A kind of Python resource sensitive defect code detection methods based on deep neural network
Technical field
The invention belongs to field of computer technology, especially software technology field, and in particular to one kind based on deep Spend the Python resource sensitive aacode defect code detection methods of neutral net.
Background technology
With the continuous development of software application technology, requirement of the user to software quality is higher and higher, software developer Met the needs of users by various technologies.Resource sensitive code is the code block or sentence of a process resource object. All there is abnormal hidden danger in exploitation and maintenance phase in software, many resource sensitive codes, often just having in maintenance process can It can be found.With the continuous prevalence of agile development technology, version upgrading is frequent, causes resource sensitive code to trigger exception suddenly Situation constantly occur.It is for the most traditional solution method of resource sensitive code abnormality processing:It is crucial using try-except Word is captured and handled.However, developer in the development phase, often ignores abnormality processing, so as to cause program to happen suddenly Sexual abnormality, causes application crashes.Thus the identification to resource object risky operation and detection are that program development and maintenance phase must Indispensable step, it can effectively improve program quality, and help is developed finds procedural problem in time with maintenance personnel, so that Formulate more effective solution.

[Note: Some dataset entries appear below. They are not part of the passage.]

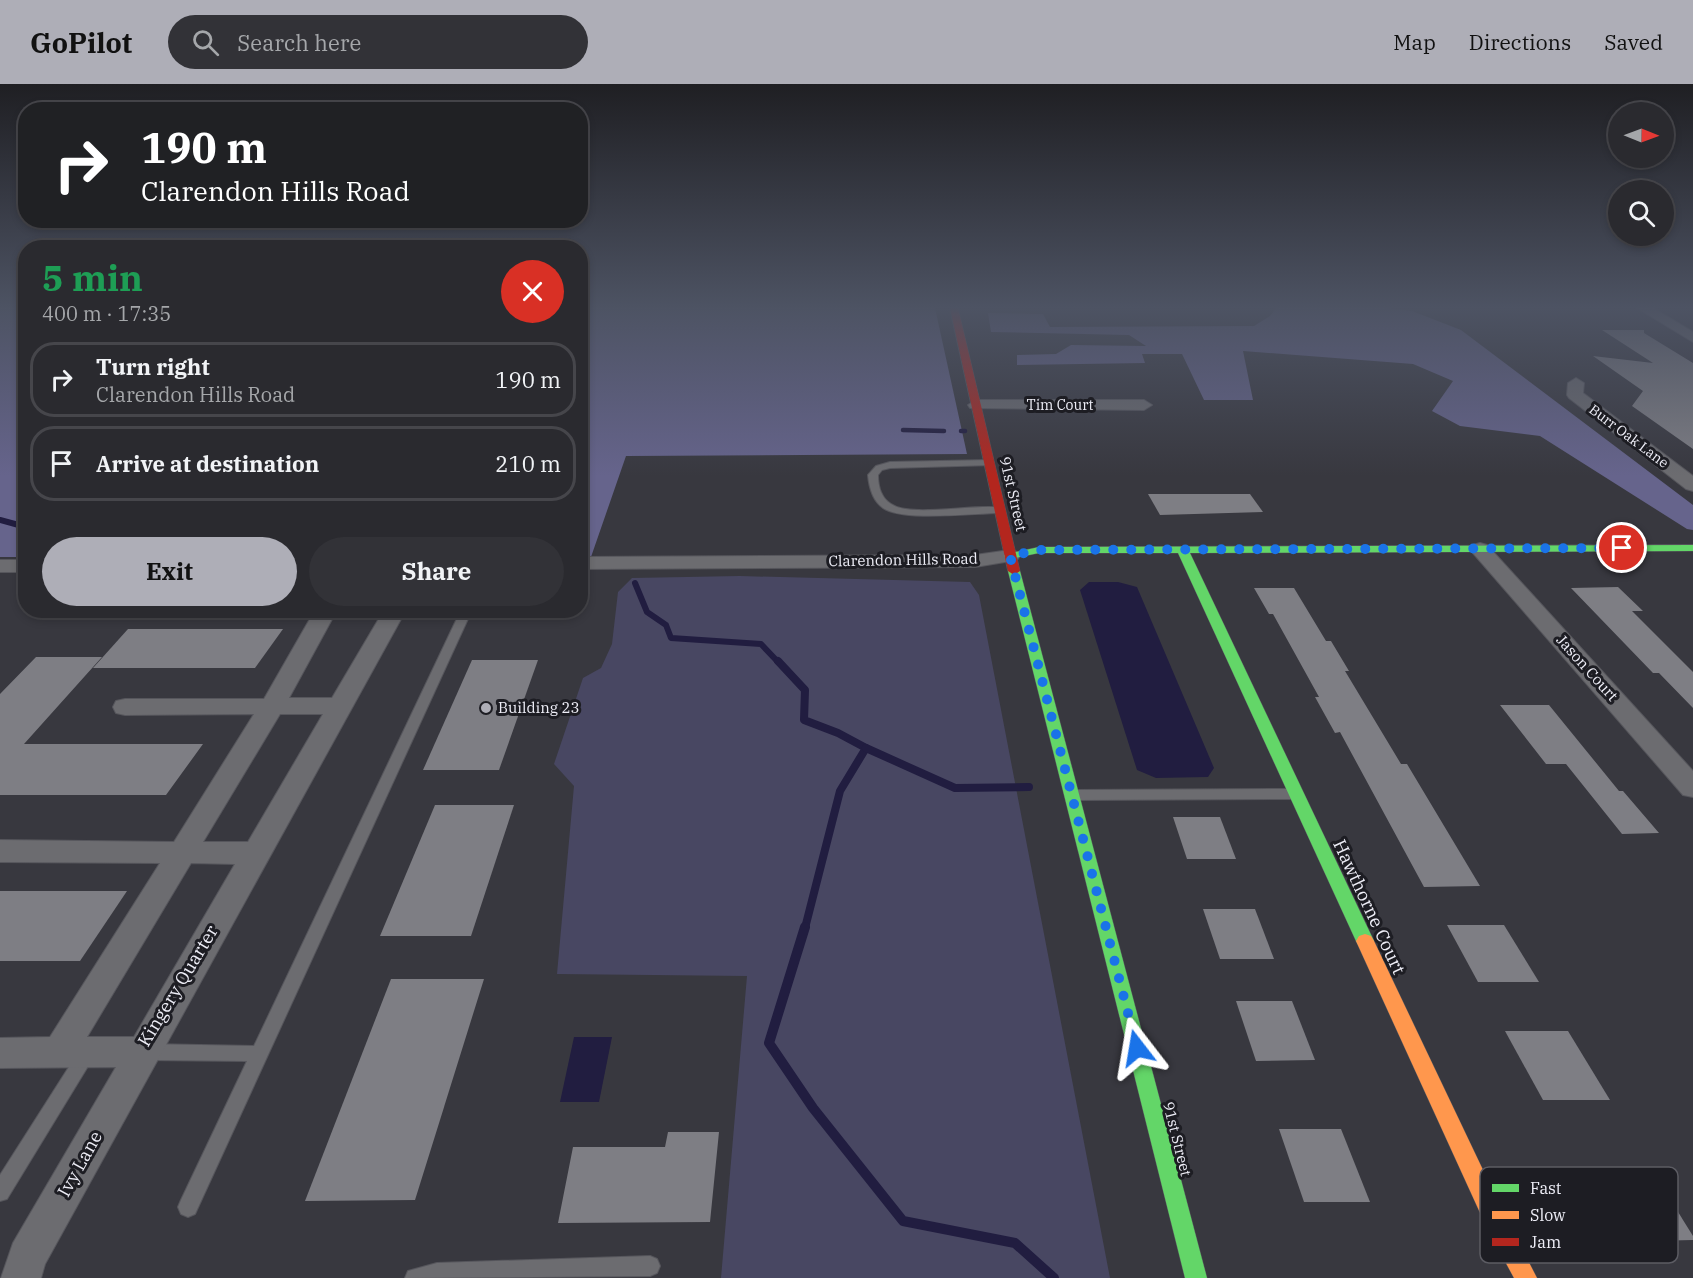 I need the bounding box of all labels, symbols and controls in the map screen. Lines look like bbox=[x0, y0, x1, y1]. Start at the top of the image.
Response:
search box bbox=[168, 15, 588, 69]
text: GoPilot bbox=[30, 24, 132, 61]
icon: search bbox=[189, 26, 222, 59]
text: Search here bbox=[237, 28, 361, 57]
text: Map bbox=[1393, 28, 1436, 56]
text: Directions bbox=[1469, 28, 1571, 56]
text: Saved bbox=[1604, 28, 1663, 56]
north arrow bbox=[1608, 102, 1674, 168]
map controls bbox=[1608, 102, 1674, 246]
text: 190 m bbox=[141, 120, 267, 175]
icon: right bbox=[42, 126, 120, 204]
text: Clarendon Hills Road bbox=[141, 173, 410, 208]
button: search bbox=[1608, 180, 1674, 246]
text: 5 min bbox=[42, 254, 143, 301]
button: close bbox=[501, 260, 564, 323]
text: 400 m · 17:35 bbox=[42, 300, 171, 327]
text: Turn right bbox=[96, 352, 210, 381]
icon: right bbox=[45, 363, 78, 396]
text: 190 m bbox=[495, 365, 561, 394]
text: Clarendon Hills Road bbox=[96, 381, 295, 408]
street label: Tim Court bbox=[1027, 396, 1094, 414]
street label: Burr Oak Lane bbox=[1586, 400, 1672, 472]
icon: arrive bbox=[45, 447, 78, 480]
text: Arrive at destination bbox=[96, 449, 319, 478]
text: 210 m bbox=[495, 449, 561, 478]
street label: 91st Street bbox=[996, 455, 1031, 533]
pin bbox=[1596, 522, 1647, 573]
icon: arrive bbox=[1605, 531, 1638, 564]
button: Exit bbox=[42, 537, 297, 606]
button: Share bbox=[309, 537, 564, 606]
street label: Clarendon Hills Road bbox=[828, 549, 978, 570]
street label: Jason Court bbox=[1552, 630, 1622, 705]
place label: Building 23 bbox=[498, 698, 579, 717]
marker: Building 23 bbox=[479, 701, 493, 715]
street label: Hawthorne Court bbox=[1328, 836, 1411, 978]
street label: Kingery Quarter bbox=[132, 921, 223, 1051]
position arrow bbox=[1105, 1016, 1169, 1080]
street label: 91st Street bbox=[1159, 1100, 1196, 1178]
street label: Ivy Lane bbox=[52, 1127, 107, 1201]
legend bbox=[1480, 1167, 1678, 1263]
text: Fast bbox=[1530, 1178, 1562, 1198]
text: Slow bbox=[1530, 1205, 1566, 1225]
text: Jam bbox=[1530, 1232, 1561, 1252] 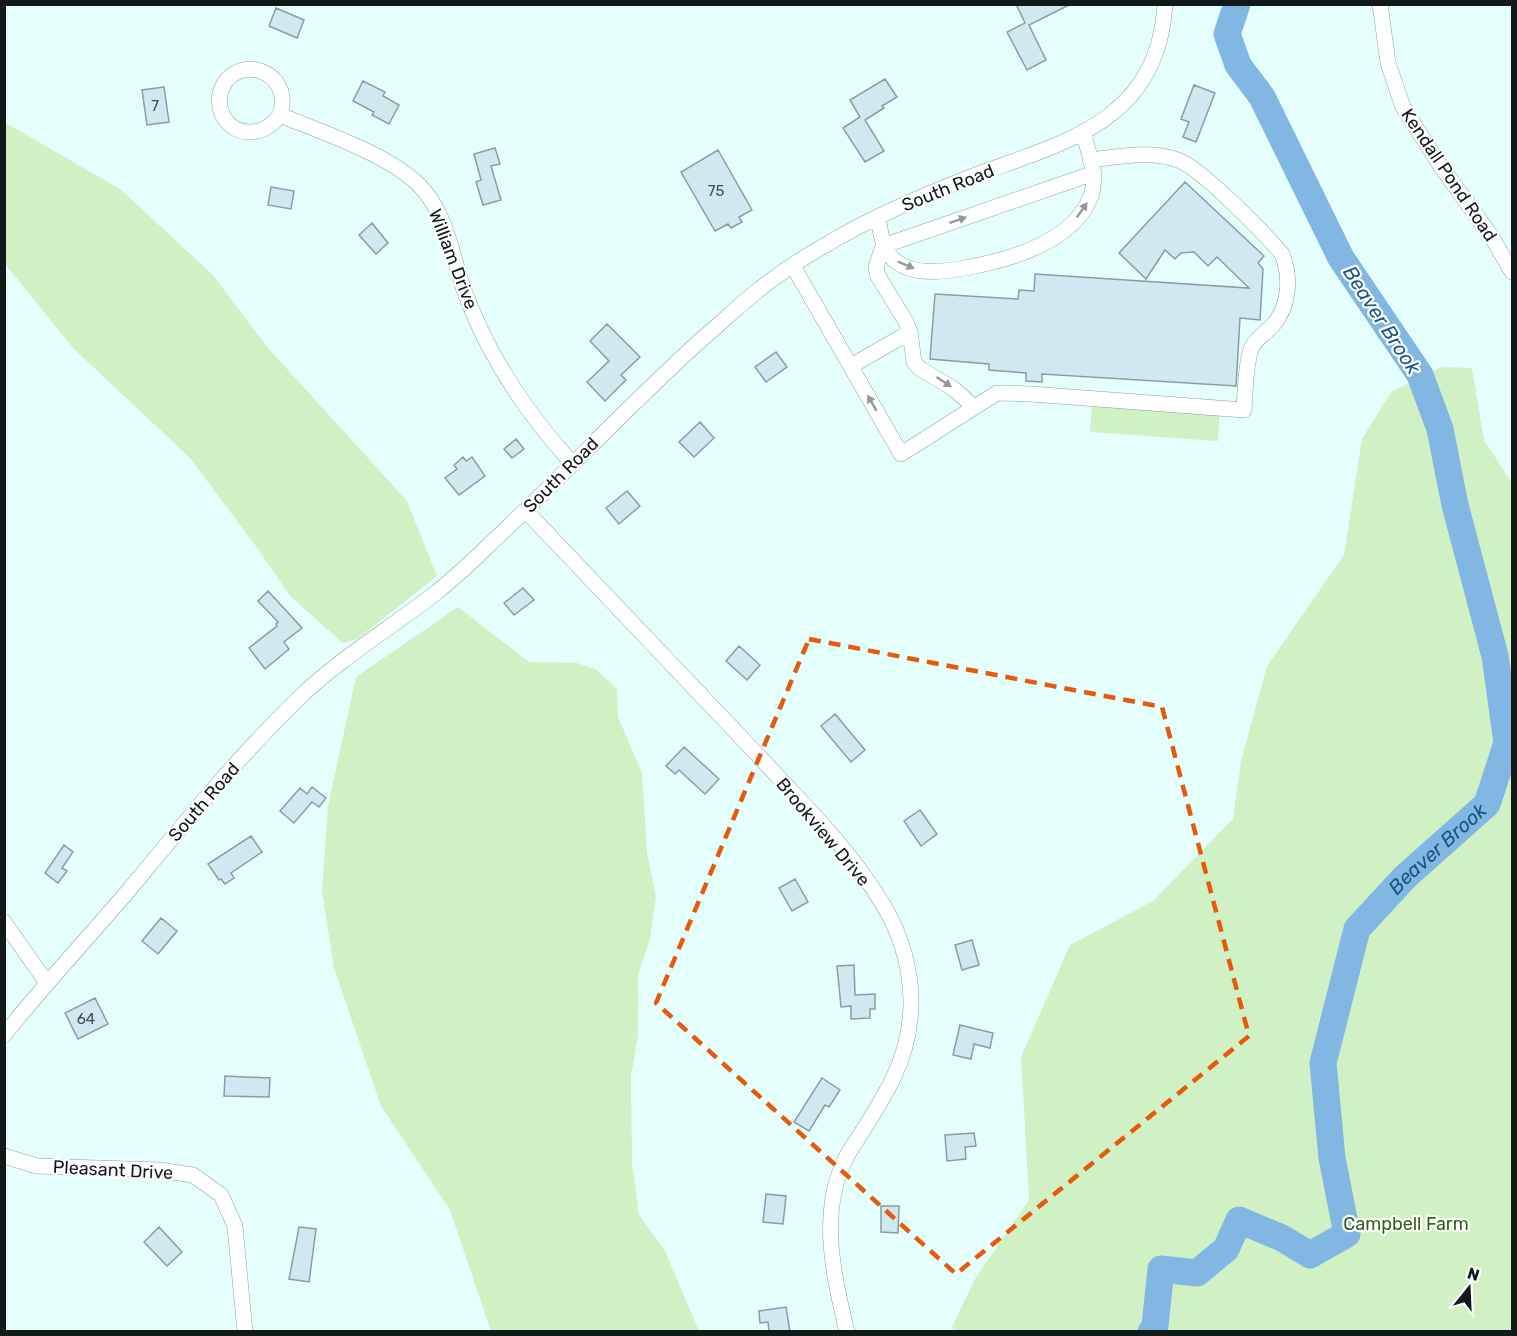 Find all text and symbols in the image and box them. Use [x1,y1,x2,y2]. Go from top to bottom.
house number: 7 [151,97,159,115]
street label: Kendall Pond Road [1396,104,1502,246]
street label: South Road [899,160,997,216]
house number: 75 [708,182,724,200]
one-way arrow [1076,203,1088,219]
street label: William Drive [424,206,482,312]
one-way arrow [950,214,968,224]
one-way arrow [897,260,915,270]
water label: Beaver Brook [1338,261,1426,379]
one-way arrow [936,377,953,388]
one-way arrow [867,394,877,411]
street label: South Road [519,433,603,517]
street label: South Road [164,758,244,846]
street label: Brookview Drive [771,773,875,891]
water label: Beaver Brook [1383,798,1492,899]
house number: 64 [77,1010,95,1028]
street label: Pleasant Drive [52,1156,174,1184]
park label: Campbell Farm [1343,1213,1469,1235]
north arrow [1439,1258,1499,1318]
text: N [1465,1263,1482,1285] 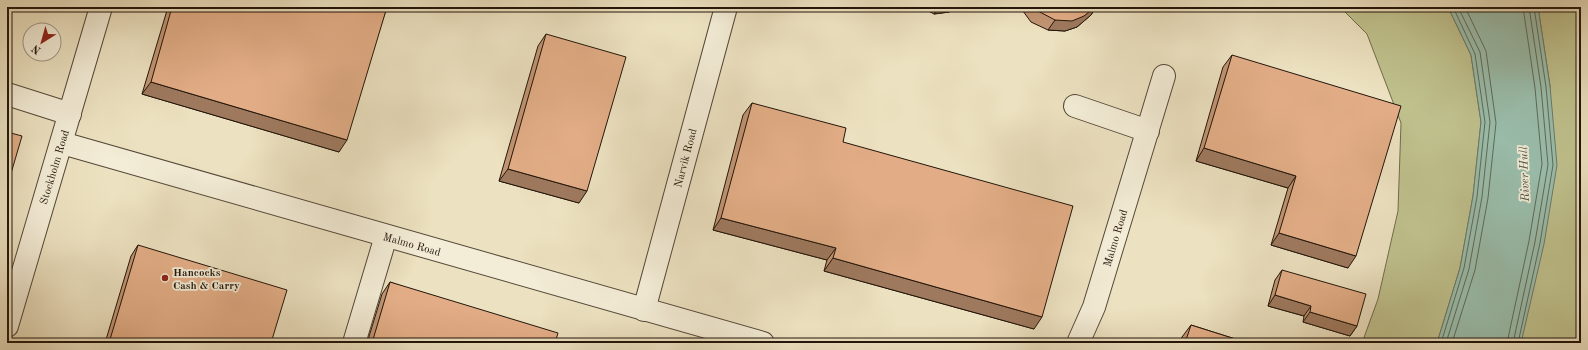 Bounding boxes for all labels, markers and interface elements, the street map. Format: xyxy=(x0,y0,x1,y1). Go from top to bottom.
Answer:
north arrow xyxy=(22,22,62,62)
text: N xyxy=(30,42,44,56)
street label: Narvik Road xyxy=(673,127,700,189)
street label: Stockholm Road xyxy=(39,129,72,206)
water label: River Hull xyxy=(1518,146,1532,203)
street label: Malmo Road xyxy=(1102,208,1130,268)
street label: Malmo Road xyxy=(382,232,442,259)
place label: Hancocks Cash & Carry xyxy=(173,268,240,292)
marker: Hancocks Cash & Carry xyxy=(160,273,170,283) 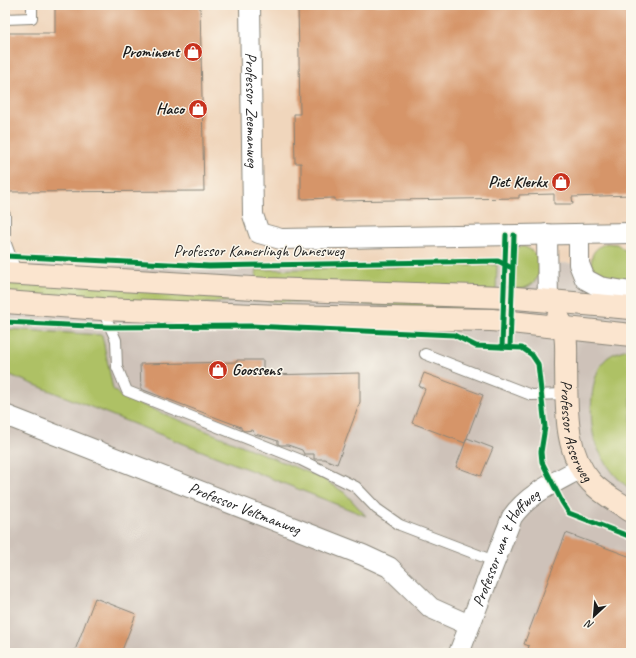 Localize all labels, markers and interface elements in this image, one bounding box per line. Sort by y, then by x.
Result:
shop icon: Prominent [182,41,204,63]
place label: Prominent [122,42,181,62]
street label: Professor Zeemanweg [241,52,262,169]
shop icon: Haco [187,98,209,120]
place label: Haco [156,99,186,119]
shop icon: Piet Klerkx [550,171,572,193]
place label: Piet Klerkx [488,172,548,192]
street label: Professor Kamerlingh Onnesweg [174,241,346,261]
shop icon: Goossens [207,359,229,381]
place label: Goossens [232,360,282,380]
street label: Professor Asserweg [556,380,598,487]
street label: Professor Veltmanweg [186,478,304,540]
street label: Professor van 't Hoffweg [468,484,545,610]
north arrow [574,596,614,636]
text: N [582,616,596,633] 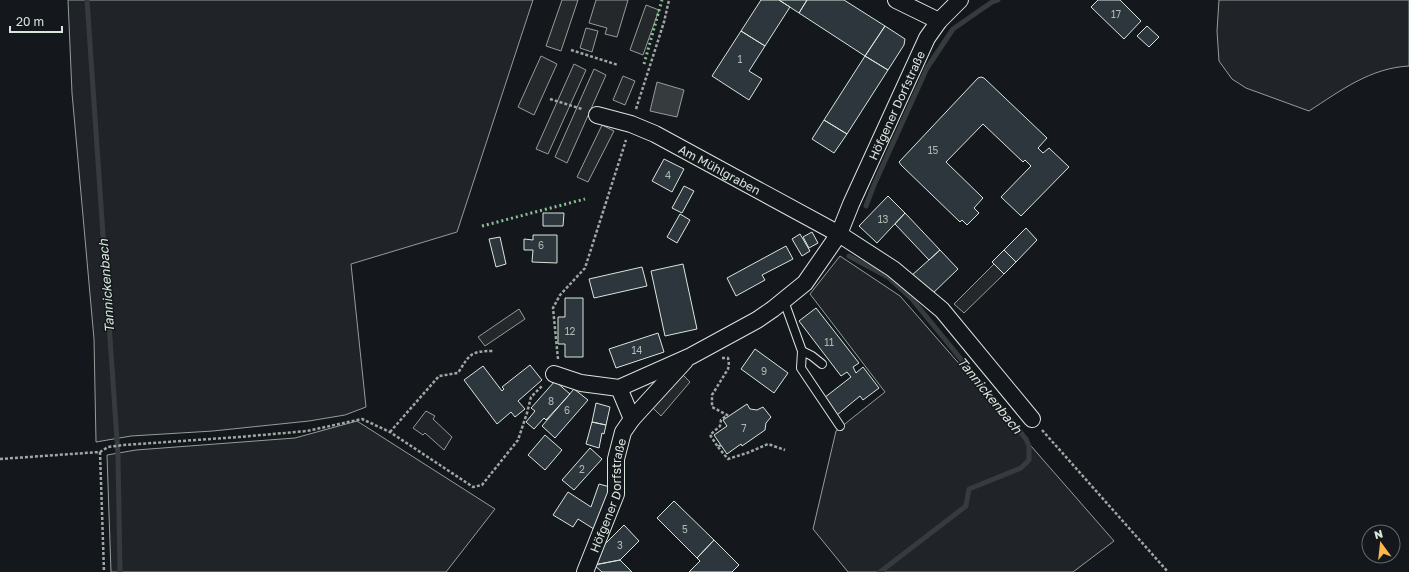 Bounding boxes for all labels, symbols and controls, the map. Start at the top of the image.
scale bar [10,8,62,34]
house number: 17 [1111,8,1121,20]
text: 20 m [16,14,44,29]
street label: Höfgener Dorfstraße [865,48,928,162]
house number: 1 [738,53,743,65]
street label: Am Mühlgraben [676,141,763,198]
house number: 15 [928,144,939,156]
house number: 4 [665,169,671,181]
house number: 13 [878,213,888,225]
water label: Tannickenbach [95,238,117,333]
house number: 6 [538,239,544,251]
house number: 12 [565,325,576,337]
house number: 11 [824,336,834,348]
house number: 14 [632,344,642,356]
water label: Tannickenbach [954,354,1026,437]
house number: 9 [761,365,767,377]
house number: 8 [548,395,554,407]
house number: 6 [564,404,570,416]
house number: 7 [741,422,747,434]
street label: Höfgener Dorfstraße [586,437,629,554]
house number: 2 [579,463,585,475]
house number: 5 [682,523,688,535]
north arrow [1361,524,1401,564]
text: N [1373,526,1384,541]
house number: 3 [617,539,623,551]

At present, Python has become the programming language that developer extremely favors.Now, major open source community Python should With continuing to bring out, a huge ecosystem is formd.Python is a kind of object-oriented, explanation type program language, is had There is succinct, graceful, practical feature.As a kind of dynamic language, Python is more applied to design the Internet, applications, figure User interface and script implantation etc., so as to be related to various types of resources.Due to the dynamic language characteristic of Python, Developer often dynamically changes types of variables, causes uneasy full operation numerous.On the other hand, Python is carried out to resource object During operation, usually since various exceptions occur in the reasons such as resource distribution, and it is not easy the problem of the operation generation of this resource sensitive It is found.At present, developer is detected using condition, the mode such as abnormality processing controls these aacode defects.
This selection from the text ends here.